I’ve moved to WordPress: http://bobtisdale.wordpress.com/

Thursday, April 8, 2010

Converting txt Data Into Columns In EXCEL

I’ve moved to WordPress.  This post can now be found at Converting txt Data Into Columns In EXCEL
####################
You’ve made the decision to investigate climate data, or to verify a claim made by a blogger, or to check the graphs climate bloggers present in their posts. You want to make sure they’re not making incorrect claims or being creative with the data. So, for example, you go to the KNMI Climate Explorer Monthly observations webpage and select HADISST data. On the next page, you input -5 and 5 for latitudes and -170 and -120 for longitudes, which are the coordinates of the NINO3.4 region (5S-5N, 170W-120W) of the tropical Pacific, an ENSO index. Then, on the next page, you scroll down to the third graph “anomalies” and click on “Raw Data” above it. There, you’re presented with the webpage shown in Figure 1, with two columns of data in txt format: months and the monthly NINO3.4 SST anomalies from January 1870 to present.
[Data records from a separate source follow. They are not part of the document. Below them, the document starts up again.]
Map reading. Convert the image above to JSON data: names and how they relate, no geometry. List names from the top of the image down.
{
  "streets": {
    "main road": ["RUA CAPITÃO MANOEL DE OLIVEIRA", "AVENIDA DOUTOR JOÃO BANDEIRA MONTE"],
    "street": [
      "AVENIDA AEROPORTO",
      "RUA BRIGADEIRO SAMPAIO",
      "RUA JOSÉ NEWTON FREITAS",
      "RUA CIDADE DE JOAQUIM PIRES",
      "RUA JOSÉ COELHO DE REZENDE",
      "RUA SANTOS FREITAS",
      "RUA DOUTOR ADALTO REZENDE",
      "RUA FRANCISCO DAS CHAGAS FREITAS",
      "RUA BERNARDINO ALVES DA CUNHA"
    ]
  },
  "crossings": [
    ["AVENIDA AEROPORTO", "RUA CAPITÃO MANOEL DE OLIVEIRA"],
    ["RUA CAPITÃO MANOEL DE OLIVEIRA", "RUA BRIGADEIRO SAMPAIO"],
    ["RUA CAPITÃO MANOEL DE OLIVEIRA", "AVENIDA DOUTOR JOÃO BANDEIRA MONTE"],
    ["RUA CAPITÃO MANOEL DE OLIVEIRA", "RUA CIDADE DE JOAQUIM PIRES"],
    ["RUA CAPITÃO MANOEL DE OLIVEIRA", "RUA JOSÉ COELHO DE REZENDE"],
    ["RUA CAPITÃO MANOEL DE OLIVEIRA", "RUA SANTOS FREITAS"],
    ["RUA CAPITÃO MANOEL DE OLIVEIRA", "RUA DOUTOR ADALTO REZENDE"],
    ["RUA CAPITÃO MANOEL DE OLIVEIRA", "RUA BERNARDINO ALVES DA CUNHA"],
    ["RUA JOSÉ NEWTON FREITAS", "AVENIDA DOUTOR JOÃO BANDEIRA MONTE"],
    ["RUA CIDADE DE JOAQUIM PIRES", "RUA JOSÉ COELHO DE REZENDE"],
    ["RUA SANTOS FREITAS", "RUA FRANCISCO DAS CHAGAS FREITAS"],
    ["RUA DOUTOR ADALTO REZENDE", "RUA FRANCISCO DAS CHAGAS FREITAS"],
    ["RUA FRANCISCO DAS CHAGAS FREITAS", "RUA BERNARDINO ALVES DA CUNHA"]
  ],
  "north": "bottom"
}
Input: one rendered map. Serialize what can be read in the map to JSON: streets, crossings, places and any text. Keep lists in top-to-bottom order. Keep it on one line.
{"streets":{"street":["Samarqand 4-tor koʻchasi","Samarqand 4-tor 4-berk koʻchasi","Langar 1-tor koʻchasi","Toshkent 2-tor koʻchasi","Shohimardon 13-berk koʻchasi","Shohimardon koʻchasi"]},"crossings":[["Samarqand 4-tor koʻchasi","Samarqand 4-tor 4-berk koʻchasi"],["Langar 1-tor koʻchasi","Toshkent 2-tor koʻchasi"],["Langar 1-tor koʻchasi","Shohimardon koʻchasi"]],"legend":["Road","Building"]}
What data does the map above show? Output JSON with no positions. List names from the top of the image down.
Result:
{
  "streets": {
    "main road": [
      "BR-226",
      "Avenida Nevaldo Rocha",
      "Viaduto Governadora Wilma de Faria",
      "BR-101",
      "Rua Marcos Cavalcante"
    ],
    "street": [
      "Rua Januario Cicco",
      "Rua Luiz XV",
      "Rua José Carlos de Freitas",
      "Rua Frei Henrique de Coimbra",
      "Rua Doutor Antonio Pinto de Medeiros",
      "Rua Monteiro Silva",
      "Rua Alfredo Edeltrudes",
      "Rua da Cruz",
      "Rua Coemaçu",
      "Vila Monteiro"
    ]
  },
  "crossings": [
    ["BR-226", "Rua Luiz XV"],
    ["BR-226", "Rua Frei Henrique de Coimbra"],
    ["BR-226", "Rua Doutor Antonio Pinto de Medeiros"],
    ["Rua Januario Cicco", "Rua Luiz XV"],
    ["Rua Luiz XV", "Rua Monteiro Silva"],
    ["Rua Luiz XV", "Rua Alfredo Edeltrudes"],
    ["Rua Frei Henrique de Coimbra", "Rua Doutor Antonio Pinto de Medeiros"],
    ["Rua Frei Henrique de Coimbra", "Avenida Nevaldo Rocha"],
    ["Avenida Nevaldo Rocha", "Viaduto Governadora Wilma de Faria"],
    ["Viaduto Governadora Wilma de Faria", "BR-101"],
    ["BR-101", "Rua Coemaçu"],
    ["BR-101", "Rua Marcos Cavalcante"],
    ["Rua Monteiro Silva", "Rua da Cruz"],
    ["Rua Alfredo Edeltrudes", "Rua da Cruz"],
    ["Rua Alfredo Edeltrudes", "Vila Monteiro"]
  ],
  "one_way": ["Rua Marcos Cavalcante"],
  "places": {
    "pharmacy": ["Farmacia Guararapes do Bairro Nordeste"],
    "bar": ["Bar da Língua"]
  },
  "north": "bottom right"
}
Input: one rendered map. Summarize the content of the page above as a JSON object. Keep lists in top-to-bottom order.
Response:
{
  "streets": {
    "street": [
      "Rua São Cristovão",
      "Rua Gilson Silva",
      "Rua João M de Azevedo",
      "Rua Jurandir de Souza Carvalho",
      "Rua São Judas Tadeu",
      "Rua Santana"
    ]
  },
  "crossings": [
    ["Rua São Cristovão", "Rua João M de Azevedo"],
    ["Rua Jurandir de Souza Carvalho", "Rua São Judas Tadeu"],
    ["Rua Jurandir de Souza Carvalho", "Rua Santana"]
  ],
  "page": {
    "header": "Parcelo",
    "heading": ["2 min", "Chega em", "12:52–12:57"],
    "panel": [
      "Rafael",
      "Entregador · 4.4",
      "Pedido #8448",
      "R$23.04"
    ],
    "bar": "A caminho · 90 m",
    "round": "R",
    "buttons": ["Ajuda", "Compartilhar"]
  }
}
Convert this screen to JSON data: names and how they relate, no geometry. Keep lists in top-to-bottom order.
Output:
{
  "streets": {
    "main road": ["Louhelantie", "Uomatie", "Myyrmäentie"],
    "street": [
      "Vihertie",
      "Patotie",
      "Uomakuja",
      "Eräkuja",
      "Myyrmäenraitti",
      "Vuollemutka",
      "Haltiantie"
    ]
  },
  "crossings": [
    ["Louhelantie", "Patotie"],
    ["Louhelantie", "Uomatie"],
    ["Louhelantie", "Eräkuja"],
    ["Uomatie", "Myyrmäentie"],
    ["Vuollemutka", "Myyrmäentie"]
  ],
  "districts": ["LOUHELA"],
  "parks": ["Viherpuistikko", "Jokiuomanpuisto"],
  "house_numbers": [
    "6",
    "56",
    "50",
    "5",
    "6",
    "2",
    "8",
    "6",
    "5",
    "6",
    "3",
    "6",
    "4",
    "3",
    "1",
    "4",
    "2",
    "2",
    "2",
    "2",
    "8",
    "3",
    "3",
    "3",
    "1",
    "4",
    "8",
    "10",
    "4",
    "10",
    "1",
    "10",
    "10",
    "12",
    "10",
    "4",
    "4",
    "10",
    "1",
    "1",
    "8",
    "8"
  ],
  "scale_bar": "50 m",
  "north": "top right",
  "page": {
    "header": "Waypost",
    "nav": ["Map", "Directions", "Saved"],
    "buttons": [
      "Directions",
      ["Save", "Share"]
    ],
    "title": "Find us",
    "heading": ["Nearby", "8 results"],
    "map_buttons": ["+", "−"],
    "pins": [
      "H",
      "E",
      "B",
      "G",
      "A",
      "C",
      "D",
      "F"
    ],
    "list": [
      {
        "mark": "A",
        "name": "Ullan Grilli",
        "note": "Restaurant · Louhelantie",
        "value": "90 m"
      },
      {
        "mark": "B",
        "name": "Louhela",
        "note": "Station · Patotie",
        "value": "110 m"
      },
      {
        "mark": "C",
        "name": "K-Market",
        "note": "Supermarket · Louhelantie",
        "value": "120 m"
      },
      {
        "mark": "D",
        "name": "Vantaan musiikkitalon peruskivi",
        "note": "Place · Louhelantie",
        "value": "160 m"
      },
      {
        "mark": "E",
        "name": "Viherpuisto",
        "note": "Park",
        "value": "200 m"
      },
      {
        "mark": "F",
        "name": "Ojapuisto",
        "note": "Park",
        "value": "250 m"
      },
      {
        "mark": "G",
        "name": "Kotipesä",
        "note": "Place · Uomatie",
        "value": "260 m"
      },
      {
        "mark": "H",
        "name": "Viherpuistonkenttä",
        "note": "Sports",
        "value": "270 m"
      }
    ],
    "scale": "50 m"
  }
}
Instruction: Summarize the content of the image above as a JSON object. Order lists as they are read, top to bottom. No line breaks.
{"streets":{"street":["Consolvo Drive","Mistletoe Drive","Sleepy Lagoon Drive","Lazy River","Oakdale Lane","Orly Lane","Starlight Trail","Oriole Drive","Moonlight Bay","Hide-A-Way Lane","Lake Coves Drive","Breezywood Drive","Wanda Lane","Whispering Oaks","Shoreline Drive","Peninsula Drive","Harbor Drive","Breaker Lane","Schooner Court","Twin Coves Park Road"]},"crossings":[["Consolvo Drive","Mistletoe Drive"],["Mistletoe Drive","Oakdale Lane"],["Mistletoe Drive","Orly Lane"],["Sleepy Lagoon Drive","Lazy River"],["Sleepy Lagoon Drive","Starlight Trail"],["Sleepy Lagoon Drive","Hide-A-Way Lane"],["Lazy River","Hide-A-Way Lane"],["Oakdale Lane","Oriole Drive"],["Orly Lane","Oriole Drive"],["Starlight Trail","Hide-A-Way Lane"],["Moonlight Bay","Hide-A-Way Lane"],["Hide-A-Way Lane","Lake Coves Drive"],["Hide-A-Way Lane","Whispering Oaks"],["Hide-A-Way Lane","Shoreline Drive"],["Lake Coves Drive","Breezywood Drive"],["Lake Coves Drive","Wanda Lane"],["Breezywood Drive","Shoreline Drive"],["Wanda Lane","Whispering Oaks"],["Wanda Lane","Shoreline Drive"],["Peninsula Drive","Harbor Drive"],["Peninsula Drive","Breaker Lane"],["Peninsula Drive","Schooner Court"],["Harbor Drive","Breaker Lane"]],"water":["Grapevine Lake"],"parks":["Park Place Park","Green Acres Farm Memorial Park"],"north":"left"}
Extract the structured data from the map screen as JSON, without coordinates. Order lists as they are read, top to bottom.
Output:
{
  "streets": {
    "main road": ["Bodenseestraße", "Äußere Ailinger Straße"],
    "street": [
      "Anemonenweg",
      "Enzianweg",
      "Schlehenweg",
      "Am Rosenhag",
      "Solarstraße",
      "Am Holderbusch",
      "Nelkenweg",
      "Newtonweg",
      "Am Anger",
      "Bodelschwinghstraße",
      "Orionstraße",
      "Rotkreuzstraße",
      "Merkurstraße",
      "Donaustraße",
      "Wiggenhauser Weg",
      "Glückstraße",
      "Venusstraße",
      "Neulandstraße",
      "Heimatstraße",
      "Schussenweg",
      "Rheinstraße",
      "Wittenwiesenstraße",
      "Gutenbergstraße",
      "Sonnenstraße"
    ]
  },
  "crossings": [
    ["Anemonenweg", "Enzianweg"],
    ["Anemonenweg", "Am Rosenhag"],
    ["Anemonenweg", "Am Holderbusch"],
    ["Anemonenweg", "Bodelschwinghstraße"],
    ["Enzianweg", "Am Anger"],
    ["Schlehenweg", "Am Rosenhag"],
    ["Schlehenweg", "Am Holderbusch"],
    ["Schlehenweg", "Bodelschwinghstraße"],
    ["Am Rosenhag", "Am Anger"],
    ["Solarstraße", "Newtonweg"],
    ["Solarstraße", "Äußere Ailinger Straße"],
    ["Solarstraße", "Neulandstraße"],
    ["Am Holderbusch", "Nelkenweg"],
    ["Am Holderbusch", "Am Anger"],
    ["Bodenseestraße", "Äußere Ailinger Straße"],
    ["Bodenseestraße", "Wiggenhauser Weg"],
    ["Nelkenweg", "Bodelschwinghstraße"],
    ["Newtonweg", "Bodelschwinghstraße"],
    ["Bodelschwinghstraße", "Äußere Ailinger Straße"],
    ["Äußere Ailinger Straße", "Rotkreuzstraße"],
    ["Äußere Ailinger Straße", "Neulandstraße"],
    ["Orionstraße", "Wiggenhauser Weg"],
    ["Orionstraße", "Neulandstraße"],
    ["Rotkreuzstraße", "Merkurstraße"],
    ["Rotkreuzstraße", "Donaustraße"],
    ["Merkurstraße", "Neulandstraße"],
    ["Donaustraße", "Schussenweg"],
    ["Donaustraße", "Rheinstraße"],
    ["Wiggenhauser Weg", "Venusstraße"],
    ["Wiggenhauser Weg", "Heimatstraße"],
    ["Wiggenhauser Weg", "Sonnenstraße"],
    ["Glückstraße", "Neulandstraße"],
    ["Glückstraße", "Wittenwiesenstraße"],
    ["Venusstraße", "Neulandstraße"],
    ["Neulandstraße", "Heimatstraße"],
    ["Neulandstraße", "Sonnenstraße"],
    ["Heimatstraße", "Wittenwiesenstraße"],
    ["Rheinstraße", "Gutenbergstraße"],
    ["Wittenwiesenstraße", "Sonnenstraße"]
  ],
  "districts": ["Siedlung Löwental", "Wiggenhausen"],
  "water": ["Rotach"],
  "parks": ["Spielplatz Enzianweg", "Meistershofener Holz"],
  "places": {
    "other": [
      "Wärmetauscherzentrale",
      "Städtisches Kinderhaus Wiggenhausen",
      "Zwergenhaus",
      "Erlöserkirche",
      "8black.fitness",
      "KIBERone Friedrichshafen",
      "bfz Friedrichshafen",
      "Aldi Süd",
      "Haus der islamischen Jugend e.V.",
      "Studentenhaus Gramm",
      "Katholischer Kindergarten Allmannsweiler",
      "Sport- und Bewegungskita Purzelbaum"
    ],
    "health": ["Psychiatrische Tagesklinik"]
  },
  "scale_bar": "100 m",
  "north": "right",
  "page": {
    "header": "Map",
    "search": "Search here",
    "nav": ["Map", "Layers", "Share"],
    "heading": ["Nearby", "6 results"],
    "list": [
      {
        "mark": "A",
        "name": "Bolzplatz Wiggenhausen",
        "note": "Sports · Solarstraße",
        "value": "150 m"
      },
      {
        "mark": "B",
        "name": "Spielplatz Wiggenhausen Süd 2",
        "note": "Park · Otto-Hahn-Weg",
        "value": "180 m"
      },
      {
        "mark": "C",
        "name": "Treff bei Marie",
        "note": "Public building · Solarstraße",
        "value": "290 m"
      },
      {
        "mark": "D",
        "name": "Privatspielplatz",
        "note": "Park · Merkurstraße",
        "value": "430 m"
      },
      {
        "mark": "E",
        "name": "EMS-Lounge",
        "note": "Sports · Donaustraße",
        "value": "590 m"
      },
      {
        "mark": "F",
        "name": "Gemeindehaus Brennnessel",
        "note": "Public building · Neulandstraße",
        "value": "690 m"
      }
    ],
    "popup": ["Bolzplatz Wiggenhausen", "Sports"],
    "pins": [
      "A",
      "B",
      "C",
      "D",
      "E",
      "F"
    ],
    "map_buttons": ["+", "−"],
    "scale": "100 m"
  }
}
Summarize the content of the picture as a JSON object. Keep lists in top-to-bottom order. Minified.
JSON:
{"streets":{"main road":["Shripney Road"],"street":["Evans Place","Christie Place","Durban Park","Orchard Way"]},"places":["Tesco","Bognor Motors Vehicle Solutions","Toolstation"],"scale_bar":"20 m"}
http://i41.tinypic.com/x59stf.jpg
Figure 1

You copy and paste the data in TXT format into EXCEL, and you run into a stumbling block, Figure 2. Both of the columns of numbers appear in one column in EXCEL. You don’t know what to do, so, frustrated, you close the windows and forget about it.
http://i43.tinypic.com/2m4u2s5.jpg
Figure 2

Or you discover how simple converting the txt Data to Columns is in EXCEL, Figures 3 through 5. Your version of EXCEL may be different, but I believe the “Convert Text To Column Wizard” is present in other versions.
NOTE: The data often includes numbers in Scientific Notation (Example: 0.377E-02). Do not delete any part of the number. EXCEL understands Scientific Notation and will automatically convert it (Convert the example to 0.00377).
http://i42.tinypic.com/51x3px.jpg
Figure 3
##################
http://i41.tinypic.com/2dl966b.jpg
Figure 4
##################
http://i44.tinypic.com/vhqku9.jpg
Figure 5

Yup, it’s that simple.

28 comments:

Dominic said...

Bob

Thanks! I was -so- stuck with this (frankly daft) little problem but very unwilling to trouble you again for more help.

Underway once more...

Dominic

Dominic said...
This comment has been removed by a blog administrator.
Bob Tisdale said...

Dominic: The E-01 in -0.377926E-01 is not a third column. -0.377926E-01 is scientific notation for the number -0.0377926. The "E notation" (E-01) means 10 to the minus 1 power. Make sure the E-01 or E-02, etc., is included in the second column.

Dominic said...

Bob

Ah. Now that explains a lot.
This is proving somewhat more complex than I imagined. All the more reason to plough on.
So, when I partition the single column into two and the number changes from [-0.377926E-01] to [-3.78E-02] I'm still looking at -0.0378. The light dawns.
This is, to be blunt, rather embarrassing, but at least I am finding out what I need to know. Once again, thanks for the guidance. Sorry if it was a head-in-hands moment for you there.

Dominic

Dominic said...

Got it.
Southern Ocean OHC reproduced exactly as in http://i50.tinypic.com/1236qlt.png
Thank you for all your help.

Dominic

Bob Tisdale said...

Dominic: Sorry about deleting your earlier comment but I foresaw someone reading your suggestion to delete the E notation and not going on to read my reply.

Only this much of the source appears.